We'll need to look at why your creatives aren't getting spend...

Okay, first thing's first. You need to stop uploading three new creatives every single day. I know it feels productive, and tools like the one you're using make it easy, but you're actually sabotaging your own account. It's the single biggest reason you're feeling frustrated and why your new ads aren't getting any budget.

Think of the Meta algorithm like a new employee you've just hired. On day one, you give them three tasks. Before they can even figure out the best way to do the first one, you interrupt them and give them three more completely different tasks. Then you do it again the next day, and the next. That employee would never learn how to do any single task well, and they'd probably end up just doing a tiny bit of the one task that looked easiest at the start. That's exactly what you're doing to the Meta algorithm.

Every time you add a new creative to an ad set, it triggers what's called the "Learning Phase". During this phase, the algorithm needs to show the ad to a bunch of different people to figure out who responds best to it. It needs around 50 conversions (purchases, leads, etc.) within a 7-day period to exit this phase and start performing optimally. By adding new stuff daily, your ad sets are in a permanent state of learning. They never gather enough data on any single creative to make a smart decision, so the CBO does the only logical thing it can: it pushes all the budget to the one or two creatives that got a bit of early, lucky traction and ignores the rest. It's not broken; it's doing exactly what it's designed to do in the chaotic environment you've created for it.

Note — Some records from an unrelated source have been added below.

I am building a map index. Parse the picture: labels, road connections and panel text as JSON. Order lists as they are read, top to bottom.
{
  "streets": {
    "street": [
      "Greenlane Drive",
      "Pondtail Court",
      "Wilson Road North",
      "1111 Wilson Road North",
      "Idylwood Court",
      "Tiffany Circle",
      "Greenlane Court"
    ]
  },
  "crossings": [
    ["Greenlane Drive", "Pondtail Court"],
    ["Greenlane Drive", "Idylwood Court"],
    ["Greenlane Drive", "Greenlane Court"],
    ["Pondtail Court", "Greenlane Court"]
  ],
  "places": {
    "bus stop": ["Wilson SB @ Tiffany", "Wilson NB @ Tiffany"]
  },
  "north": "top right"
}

A ROAS of 3.5 is actually not bad at all, it's a pretty solid foundation. It tells me your product and your offer are decent. But the way you're managing the account means that 3.5 is likely very unstable and unpredictable. One day it's 5, the next it's 1.5. Our goal isn't just to get a good ROAS, it's to build a system that produces a predictable ROAS, day in and day out, so you can scale your £700/day spend to £1000, then £2000, and beyond, with confidence.

The feeling of it being a "black box" compared to Google is completely understandable. On Google, you're catching fish in a barrel. Someone types in "buy red handcrafted widgets," you show them an ad for red handcrafted widgets. The intent is already there. On Meta, you're the fisherman on the boat trying to attract fish that weren't even looking for a meal. You have to interrupt their day (scrolling through photos of friends and memes) with a message so compelling it makes them stop and listen. This requires a completely different approach to structure and testing.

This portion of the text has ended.